You’re Non-Confrontational. To Your Detriment.

Being non-confrontational is soooo not a part of my personality wheelhouse. I'm the kind of person who is more in the lane of "The sooner we get this thing addressed, the sooner we can move on to what's next." Next. But I know some people who are the opposite of me. When something or one bothers them, they will bite their tongue or suppress their feelings. In their mind, they think that it's "keeping the peace". But if it's at the cost of them being happy, toxic patterns never changing or even their health being at risk, how peaceful is it?

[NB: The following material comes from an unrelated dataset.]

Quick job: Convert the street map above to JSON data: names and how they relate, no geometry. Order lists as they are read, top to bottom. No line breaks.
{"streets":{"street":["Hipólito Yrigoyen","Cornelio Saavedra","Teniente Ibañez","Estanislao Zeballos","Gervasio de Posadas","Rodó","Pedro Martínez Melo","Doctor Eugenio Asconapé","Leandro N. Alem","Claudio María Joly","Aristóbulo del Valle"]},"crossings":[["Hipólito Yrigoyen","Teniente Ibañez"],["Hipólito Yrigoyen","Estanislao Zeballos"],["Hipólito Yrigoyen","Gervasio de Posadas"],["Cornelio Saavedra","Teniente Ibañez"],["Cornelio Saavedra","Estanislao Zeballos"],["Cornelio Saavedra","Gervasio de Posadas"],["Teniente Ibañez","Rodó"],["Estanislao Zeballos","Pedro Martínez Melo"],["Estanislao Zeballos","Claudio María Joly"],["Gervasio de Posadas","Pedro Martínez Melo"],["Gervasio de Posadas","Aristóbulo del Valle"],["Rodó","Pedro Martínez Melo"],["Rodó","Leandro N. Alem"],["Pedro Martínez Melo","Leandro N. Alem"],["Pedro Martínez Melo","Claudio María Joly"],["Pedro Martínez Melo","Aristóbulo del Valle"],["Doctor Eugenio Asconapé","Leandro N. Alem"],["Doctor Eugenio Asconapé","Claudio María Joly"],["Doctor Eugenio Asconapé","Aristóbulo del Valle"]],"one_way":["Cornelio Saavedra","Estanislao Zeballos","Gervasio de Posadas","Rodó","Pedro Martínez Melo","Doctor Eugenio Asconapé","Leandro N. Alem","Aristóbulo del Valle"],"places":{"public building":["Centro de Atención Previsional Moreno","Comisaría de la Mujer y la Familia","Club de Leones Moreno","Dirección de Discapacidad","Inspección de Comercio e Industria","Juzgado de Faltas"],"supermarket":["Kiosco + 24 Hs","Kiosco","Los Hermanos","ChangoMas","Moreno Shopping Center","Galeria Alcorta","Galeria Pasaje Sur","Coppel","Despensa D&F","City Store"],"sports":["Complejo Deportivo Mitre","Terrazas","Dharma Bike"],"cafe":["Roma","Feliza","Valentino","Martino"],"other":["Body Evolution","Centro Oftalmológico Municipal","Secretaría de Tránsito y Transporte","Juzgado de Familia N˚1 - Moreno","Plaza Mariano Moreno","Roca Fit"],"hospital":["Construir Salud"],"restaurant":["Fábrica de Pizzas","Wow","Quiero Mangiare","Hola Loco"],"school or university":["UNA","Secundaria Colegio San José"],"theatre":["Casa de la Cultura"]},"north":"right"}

How to Stop This Habit: If you know that this is your biggest trait when it comes to being a people-pleaser, my first recommendation would be to read articles like "How Being Non-Confrontational Has Held Me Back in Life", "The Hidden Cost of Being Non-Confrontational" and "6 Ways To Conquer The Fear Of Confrontation", just so you can see how much it is actually costing you.
Now, I'll be the first to say that being confrontational should not mean that you should go on the attack, say everything that's on your mind or that you should be rude or mean. As India.Arie once said, as you're mastering the art of confrontation, you will have moments when you'll need to learn how to come "Back to the Middle" between saying nothing and being "on 10" all of the time. But the more that you learn the value in your voice, the more you'll be able to find ways to please yourself as much as you're trying to please others too. There will be a balance and balance is always good.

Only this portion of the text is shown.